The Supreme Court has affirmed the best norms of equality laid down by the Constitution and the libertarian principles that underlie these norms by striking down the iniquitous and unjust Section 377 of the IPC which criminalised homosexuality. It has been a long struggle, as most freedom struggles are, against a colonial era law that discriminated against some people, and ostracised them for no fault of theirs. A five-judge bench headed by Chief Justice Dipak Misra has now pronounced that sexual orientation is not a crime and the members of the LGBTQ (lesbian, gay, bisexual, transgender and queer) community have the same and equal rights as all other citizens. This is an important landmark in the history of human rights in India. Most modern and democratic societies accept the rights of the LGBTQ community and treat them as equal citizens and India has joined them with this judgement. 

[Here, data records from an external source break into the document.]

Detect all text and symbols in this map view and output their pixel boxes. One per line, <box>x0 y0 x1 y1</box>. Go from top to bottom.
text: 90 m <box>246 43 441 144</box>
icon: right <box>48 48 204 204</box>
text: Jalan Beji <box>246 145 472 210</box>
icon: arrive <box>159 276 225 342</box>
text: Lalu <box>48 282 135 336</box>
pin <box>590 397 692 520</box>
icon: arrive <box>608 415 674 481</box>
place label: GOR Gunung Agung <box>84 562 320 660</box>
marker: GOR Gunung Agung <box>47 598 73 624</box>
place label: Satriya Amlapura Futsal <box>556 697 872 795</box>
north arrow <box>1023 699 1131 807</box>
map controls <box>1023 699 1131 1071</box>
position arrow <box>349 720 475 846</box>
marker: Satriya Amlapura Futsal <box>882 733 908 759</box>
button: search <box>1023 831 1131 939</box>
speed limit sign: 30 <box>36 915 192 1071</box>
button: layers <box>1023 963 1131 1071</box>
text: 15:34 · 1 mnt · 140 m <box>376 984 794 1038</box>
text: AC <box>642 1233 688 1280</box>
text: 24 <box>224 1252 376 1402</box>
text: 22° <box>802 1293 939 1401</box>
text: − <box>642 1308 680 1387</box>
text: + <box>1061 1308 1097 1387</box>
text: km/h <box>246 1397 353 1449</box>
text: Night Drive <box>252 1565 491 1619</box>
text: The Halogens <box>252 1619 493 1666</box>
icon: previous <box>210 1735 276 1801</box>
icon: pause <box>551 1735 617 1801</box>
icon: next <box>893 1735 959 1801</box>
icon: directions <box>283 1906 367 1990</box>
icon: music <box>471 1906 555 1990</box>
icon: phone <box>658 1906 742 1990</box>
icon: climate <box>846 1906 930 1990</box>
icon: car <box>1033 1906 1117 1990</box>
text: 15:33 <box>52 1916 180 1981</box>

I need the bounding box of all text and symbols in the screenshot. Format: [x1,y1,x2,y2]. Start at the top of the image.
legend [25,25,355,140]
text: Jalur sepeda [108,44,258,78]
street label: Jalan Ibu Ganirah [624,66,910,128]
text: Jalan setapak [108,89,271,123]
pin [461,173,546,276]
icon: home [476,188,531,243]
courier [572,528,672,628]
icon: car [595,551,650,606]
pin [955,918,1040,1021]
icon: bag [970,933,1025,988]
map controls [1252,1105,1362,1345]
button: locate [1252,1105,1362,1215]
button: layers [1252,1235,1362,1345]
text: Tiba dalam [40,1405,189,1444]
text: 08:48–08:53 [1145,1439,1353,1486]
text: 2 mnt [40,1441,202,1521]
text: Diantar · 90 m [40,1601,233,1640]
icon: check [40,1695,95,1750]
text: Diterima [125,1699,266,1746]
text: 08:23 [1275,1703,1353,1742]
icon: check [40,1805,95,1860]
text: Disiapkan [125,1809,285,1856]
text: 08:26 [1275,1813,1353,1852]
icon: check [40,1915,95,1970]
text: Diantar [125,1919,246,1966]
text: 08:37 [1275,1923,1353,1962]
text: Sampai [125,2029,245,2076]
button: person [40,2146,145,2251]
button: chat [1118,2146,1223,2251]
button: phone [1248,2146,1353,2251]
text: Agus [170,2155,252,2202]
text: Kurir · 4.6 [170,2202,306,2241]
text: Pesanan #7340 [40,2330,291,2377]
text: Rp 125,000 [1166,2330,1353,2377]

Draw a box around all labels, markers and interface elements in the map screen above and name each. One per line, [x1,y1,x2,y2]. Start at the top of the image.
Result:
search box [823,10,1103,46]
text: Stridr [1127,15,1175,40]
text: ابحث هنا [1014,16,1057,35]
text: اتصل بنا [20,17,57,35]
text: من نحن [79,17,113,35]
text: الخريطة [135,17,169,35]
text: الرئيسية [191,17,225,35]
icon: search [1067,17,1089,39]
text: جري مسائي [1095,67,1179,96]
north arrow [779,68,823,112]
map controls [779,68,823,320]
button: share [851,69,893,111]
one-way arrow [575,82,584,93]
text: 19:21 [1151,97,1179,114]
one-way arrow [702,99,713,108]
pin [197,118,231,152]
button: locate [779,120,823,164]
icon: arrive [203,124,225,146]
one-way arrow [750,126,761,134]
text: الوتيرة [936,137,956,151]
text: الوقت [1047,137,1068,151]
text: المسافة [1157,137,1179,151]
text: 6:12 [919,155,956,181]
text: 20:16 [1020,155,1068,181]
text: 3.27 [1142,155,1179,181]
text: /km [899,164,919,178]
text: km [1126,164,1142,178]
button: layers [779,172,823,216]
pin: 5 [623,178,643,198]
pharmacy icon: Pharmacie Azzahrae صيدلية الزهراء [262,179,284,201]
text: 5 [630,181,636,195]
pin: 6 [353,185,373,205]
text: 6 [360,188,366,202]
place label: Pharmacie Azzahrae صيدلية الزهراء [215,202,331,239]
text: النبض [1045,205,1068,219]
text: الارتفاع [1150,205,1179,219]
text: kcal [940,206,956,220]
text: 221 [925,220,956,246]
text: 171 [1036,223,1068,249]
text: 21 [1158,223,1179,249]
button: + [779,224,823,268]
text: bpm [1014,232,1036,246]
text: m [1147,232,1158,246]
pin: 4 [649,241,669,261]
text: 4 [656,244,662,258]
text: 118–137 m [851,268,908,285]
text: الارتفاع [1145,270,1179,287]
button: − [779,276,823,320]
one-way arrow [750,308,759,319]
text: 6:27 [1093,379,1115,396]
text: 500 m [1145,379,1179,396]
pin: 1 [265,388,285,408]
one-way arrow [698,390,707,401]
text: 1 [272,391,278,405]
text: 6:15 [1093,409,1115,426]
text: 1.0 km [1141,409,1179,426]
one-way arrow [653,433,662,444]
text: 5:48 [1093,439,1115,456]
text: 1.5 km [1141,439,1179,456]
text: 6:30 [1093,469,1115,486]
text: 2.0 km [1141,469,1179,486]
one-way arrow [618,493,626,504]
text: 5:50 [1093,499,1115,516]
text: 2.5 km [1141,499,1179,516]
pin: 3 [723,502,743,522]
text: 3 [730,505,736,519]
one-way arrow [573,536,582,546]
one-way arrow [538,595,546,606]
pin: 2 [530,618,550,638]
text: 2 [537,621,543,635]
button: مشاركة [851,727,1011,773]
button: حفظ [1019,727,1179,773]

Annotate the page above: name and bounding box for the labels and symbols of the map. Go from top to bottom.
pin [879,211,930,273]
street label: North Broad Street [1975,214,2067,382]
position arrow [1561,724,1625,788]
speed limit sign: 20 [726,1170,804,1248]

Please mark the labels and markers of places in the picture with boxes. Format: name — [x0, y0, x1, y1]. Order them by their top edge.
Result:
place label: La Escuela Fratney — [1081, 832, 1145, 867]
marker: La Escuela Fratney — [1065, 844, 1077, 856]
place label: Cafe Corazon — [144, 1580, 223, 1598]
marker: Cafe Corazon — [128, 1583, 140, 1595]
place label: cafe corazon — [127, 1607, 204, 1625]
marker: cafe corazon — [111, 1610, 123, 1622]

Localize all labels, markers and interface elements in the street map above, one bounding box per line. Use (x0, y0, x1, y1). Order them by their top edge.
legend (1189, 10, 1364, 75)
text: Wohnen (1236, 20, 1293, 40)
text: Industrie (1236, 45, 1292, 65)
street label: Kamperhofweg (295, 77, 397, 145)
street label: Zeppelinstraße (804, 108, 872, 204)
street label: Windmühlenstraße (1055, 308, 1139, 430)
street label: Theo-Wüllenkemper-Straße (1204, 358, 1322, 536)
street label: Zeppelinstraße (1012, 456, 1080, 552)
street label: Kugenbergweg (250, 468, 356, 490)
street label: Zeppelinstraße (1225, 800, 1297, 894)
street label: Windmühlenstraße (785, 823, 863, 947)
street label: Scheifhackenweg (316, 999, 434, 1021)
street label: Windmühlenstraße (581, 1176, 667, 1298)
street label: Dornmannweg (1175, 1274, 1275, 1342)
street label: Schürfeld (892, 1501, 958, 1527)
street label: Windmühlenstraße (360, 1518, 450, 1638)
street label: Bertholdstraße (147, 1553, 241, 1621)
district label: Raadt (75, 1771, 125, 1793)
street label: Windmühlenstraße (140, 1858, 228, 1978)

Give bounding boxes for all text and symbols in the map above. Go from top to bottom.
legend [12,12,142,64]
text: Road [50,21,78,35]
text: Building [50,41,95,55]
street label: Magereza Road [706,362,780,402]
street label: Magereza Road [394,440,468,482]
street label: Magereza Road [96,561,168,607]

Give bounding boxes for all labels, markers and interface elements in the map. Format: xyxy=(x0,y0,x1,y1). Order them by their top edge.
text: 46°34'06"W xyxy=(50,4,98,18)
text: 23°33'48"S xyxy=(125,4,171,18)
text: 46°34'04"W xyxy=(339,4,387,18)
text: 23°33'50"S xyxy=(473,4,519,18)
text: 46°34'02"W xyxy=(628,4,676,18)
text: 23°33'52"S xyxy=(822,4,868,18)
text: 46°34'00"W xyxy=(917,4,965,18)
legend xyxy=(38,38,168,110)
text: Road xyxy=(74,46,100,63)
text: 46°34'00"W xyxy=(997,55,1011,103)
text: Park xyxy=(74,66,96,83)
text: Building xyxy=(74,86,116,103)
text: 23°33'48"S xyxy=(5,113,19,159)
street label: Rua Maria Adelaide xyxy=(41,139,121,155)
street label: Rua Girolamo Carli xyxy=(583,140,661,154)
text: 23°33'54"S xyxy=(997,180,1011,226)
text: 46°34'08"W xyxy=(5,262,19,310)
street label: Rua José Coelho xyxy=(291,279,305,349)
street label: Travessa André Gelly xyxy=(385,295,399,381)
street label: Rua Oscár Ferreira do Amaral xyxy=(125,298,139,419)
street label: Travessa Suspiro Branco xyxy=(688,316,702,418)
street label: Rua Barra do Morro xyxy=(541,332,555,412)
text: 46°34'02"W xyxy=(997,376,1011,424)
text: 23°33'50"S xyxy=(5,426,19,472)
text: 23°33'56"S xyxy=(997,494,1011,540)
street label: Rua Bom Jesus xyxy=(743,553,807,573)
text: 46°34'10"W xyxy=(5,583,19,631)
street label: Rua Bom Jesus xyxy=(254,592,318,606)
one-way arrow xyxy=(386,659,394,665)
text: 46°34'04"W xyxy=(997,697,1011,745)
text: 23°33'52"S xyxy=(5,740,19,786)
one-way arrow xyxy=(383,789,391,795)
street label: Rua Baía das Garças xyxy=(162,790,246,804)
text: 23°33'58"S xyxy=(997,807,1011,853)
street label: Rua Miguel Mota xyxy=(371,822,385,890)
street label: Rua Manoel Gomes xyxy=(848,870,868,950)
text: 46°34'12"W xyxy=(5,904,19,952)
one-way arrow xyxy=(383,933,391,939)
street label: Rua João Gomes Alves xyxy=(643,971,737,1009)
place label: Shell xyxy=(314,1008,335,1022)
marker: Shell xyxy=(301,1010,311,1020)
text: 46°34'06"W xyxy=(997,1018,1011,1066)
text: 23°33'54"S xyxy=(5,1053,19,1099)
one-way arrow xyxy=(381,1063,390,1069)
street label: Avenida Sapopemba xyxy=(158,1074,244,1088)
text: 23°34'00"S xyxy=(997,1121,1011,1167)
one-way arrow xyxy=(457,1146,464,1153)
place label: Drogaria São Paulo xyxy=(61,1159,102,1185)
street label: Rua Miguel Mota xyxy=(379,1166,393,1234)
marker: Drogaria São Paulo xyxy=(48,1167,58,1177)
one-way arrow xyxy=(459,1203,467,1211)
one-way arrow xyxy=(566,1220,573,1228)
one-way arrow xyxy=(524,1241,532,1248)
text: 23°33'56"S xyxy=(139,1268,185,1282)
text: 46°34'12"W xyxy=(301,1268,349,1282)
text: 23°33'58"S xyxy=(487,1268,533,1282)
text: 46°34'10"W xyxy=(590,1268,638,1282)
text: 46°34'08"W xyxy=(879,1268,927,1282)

The court has unanimously declared that consensual sex between adult individuals is no crime, and that should be the final legal word on the matter. The Delhi high court had in 2009 overturned the 1861 provision criminalising “unnatural sex,’’ but the Supreme Court in 2013 struck down the judgement. The latest judgement is based on fresh petitions against the 2013 ruling. It was clear from the court’s judgement on the right to privacy, where it said that sexual orientation was part of an individual’s rights, and its observations during the hearing of the case that the court was ready to take a fresh look at the matter. The government had also left it to the court’s wisdom to take an appropriate decision. The court has now pronounced that the section is arbitrary, sexual orientation is natural, criminalising gay sex is “irrational and indefensible’’ and every citizen has equal sexual rights. 

It should be noted that Section 377 has not been completely struck down, and acts like bestiality are crimes. But it marks a great victory for gay rights, which lay at the centre of the contentious section. While the court’s decision has been widely welcomed, it may not immediately put an end to the prejudices about gay rights in society, in families and in the minds of many individuals. But it is important to push ahead with making members of the LGBTQ community equal citizens before the law in all other respects, too. Issues related to marriage, inheritance, adoption, etc., which arise in gay relationships, need to be addressed. Gay marriage is the most important among them. Liberal democracies around the world have legalised gay marriages, and India must do the same. This follows logically from the legal and constitutional position laid down by the court. It is now for parliament to take the lead without needing further prodding from the court.